Saved entries
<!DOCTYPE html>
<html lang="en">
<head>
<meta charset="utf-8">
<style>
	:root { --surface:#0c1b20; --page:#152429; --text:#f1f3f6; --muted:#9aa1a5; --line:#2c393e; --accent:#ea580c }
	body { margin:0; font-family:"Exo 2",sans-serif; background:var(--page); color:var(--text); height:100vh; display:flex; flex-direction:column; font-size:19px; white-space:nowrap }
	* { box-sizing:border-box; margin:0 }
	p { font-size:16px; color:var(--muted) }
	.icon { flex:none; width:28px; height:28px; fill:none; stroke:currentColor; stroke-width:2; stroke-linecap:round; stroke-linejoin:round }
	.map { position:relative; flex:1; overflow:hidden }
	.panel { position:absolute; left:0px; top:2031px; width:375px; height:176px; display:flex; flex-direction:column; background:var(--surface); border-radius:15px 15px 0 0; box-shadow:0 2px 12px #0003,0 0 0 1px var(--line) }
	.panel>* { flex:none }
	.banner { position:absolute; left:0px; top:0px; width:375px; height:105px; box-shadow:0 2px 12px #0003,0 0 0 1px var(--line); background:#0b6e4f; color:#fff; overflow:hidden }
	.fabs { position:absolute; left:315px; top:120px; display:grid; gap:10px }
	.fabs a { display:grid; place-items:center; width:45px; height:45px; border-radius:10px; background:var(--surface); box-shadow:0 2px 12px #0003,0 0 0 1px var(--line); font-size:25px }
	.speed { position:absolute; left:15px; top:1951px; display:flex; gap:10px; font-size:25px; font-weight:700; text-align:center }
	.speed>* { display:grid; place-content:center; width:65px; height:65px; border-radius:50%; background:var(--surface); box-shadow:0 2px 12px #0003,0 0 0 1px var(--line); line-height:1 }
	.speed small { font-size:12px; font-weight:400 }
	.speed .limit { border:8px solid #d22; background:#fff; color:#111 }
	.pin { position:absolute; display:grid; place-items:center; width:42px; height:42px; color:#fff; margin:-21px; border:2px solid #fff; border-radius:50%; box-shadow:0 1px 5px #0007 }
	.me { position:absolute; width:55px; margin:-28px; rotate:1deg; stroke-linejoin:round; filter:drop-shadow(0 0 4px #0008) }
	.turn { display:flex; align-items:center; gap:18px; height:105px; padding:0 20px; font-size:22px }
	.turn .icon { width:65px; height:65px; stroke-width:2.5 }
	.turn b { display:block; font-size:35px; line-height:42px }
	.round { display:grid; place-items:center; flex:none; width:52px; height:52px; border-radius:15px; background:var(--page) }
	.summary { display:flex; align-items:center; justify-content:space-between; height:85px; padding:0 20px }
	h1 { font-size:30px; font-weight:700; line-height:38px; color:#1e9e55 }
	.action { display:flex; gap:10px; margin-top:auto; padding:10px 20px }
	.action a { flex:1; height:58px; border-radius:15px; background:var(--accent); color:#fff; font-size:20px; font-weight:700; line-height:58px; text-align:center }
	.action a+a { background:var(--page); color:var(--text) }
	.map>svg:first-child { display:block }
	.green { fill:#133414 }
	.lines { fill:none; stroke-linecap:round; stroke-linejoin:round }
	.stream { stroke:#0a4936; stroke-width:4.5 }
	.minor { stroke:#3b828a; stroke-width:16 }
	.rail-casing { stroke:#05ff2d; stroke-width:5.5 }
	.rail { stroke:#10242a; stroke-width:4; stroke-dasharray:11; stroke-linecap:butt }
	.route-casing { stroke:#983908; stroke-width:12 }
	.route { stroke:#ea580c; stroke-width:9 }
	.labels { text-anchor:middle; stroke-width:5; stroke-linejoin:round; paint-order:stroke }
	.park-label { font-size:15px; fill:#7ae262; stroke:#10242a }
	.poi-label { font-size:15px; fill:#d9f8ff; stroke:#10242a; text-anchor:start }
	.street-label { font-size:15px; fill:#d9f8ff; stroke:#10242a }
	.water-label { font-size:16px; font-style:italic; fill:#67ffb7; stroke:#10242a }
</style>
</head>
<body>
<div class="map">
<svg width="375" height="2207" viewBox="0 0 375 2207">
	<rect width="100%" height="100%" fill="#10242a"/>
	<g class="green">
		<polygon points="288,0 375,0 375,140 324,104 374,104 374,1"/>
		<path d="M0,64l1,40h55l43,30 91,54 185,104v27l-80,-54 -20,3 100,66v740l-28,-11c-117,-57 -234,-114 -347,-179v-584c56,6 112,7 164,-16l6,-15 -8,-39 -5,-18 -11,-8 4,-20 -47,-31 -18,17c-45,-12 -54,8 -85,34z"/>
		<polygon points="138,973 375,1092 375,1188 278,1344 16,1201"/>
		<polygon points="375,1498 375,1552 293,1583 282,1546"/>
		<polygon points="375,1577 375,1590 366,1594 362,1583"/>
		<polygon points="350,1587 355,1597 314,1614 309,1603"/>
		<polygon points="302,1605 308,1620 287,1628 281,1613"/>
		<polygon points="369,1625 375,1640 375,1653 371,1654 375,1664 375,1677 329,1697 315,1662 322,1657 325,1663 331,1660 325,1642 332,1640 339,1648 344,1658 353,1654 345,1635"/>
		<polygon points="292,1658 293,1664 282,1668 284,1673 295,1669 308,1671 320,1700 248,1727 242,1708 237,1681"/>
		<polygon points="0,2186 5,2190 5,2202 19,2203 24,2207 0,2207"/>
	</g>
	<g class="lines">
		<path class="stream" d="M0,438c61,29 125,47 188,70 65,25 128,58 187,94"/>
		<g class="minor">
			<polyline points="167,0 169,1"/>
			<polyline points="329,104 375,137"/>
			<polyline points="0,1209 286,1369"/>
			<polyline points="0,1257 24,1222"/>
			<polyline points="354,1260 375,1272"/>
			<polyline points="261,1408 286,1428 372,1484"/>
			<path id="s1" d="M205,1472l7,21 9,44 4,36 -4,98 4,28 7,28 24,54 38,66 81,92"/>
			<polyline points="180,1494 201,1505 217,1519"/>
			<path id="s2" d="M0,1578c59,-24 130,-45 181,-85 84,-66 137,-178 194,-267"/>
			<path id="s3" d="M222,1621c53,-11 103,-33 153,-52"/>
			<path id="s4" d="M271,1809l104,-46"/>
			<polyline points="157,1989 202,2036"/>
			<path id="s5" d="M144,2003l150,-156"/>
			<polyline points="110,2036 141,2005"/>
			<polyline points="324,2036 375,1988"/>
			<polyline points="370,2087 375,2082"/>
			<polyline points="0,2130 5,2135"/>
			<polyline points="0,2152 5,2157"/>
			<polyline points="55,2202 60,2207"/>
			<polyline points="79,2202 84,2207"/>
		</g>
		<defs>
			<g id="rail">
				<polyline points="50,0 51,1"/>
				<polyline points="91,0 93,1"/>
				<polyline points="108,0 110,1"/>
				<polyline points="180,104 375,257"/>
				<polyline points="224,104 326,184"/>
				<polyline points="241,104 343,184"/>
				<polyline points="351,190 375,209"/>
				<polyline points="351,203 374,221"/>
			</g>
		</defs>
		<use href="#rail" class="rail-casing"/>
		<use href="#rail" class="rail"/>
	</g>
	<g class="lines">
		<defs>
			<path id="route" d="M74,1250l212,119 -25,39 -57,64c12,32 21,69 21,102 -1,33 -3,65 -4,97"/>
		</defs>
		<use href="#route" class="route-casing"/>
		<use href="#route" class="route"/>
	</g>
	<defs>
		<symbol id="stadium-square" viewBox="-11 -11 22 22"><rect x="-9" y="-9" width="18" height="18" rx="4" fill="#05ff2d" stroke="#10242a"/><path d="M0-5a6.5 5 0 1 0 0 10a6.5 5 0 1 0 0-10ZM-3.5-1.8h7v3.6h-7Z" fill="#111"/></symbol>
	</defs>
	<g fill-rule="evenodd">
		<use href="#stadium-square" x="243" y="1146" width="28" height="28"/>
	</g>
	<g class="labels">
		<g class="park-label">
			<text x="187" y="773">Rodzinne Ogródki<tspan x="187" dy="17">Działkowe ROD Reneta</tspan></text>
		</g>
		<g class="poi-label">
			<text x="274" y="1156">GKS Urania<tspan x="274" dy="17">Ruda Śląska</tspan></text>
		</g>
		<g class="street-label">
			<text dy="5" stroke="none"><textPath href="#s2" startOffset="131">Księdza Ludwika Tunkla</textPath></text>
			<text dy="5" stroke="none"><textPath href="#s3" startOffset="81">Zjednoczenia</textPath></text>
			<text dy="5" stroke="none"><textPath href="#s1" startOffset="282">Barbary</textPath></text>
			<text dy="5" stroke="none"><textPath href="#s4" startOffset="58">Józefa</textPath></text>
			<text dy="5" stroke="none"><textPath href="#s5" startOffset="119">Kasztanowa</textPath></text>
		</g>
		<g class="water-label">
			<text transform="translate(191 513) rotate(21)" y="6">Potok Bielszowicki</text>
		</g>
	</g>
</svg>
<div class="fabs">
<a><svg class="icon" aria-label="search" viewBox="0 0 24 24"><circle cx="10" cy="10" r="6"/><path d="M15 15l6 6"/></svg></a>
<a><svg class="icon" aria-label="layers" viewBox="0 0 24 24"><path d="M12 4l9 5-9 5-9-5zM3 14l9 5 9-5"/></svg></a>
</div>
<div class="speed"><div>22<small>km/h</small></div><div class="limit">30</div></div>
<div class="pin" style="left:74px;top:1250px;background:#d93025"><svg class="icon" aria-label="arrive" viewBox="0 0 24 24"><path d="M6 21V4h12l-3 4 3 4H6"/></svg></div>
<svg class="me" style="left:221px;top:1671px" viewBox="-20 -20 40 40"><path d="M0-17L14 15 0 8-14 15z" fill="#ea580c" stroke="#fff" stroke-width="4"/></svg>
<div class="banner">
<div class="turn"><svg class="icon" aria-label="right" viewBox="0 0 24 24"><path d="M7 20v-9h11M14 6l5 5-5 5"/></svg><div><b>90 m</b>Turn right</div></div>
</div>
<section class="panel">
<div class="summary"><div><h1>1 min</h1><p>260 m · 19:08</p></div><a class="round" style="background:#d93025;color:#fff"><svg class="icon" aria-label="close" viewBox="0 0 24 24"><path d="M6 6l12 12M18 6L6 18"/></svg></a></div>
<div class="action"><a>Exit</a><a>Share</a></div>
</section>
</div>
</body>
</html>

(WORK TO BE COMPLETED)
Extract every line above that contains the word "position".

(YOUR RESPONSE)
	.map { position:relative; flex:1; overflow:hidden }
	.panel { position:absolute; left:0px; top:2031px; width:375px; height:176px; display:flex; flex-direction:column; background:var(--surface); border-radius:15px 15px 0 0; box-shadow:0 2px 12px #0003,0 0 0 1px var(--line) }
	.banner { position:absolute; left:0px; top:0px; width:375px; height:105px; box-shadow:0 2px 12px #0003,0 0 0 1px var(--line); background:#0b6e4f; color:#fff; overflow:hidden }
	.fabs { position:absolute; left:315px; top:120px; display:grid; gap:10px }
	.speed { position:absolute; left:15px; top:1951px; display:flex; gap:10px; font-size:25px; font-weight:700; text-align:center }
	.pin { position:absolute; display:grid; place-items:center; width:42px; height:42px; color:#fff; margin:-21px; border:2px solid #fff; border-radius:50%; box-shadow:0 1px 5px #0007 }
	.me { position:absolute; width:55px; margin:-28px; rotate:1deg; stroke-linejoin:round; filter:drop-shadow(0 0 4px #0008) }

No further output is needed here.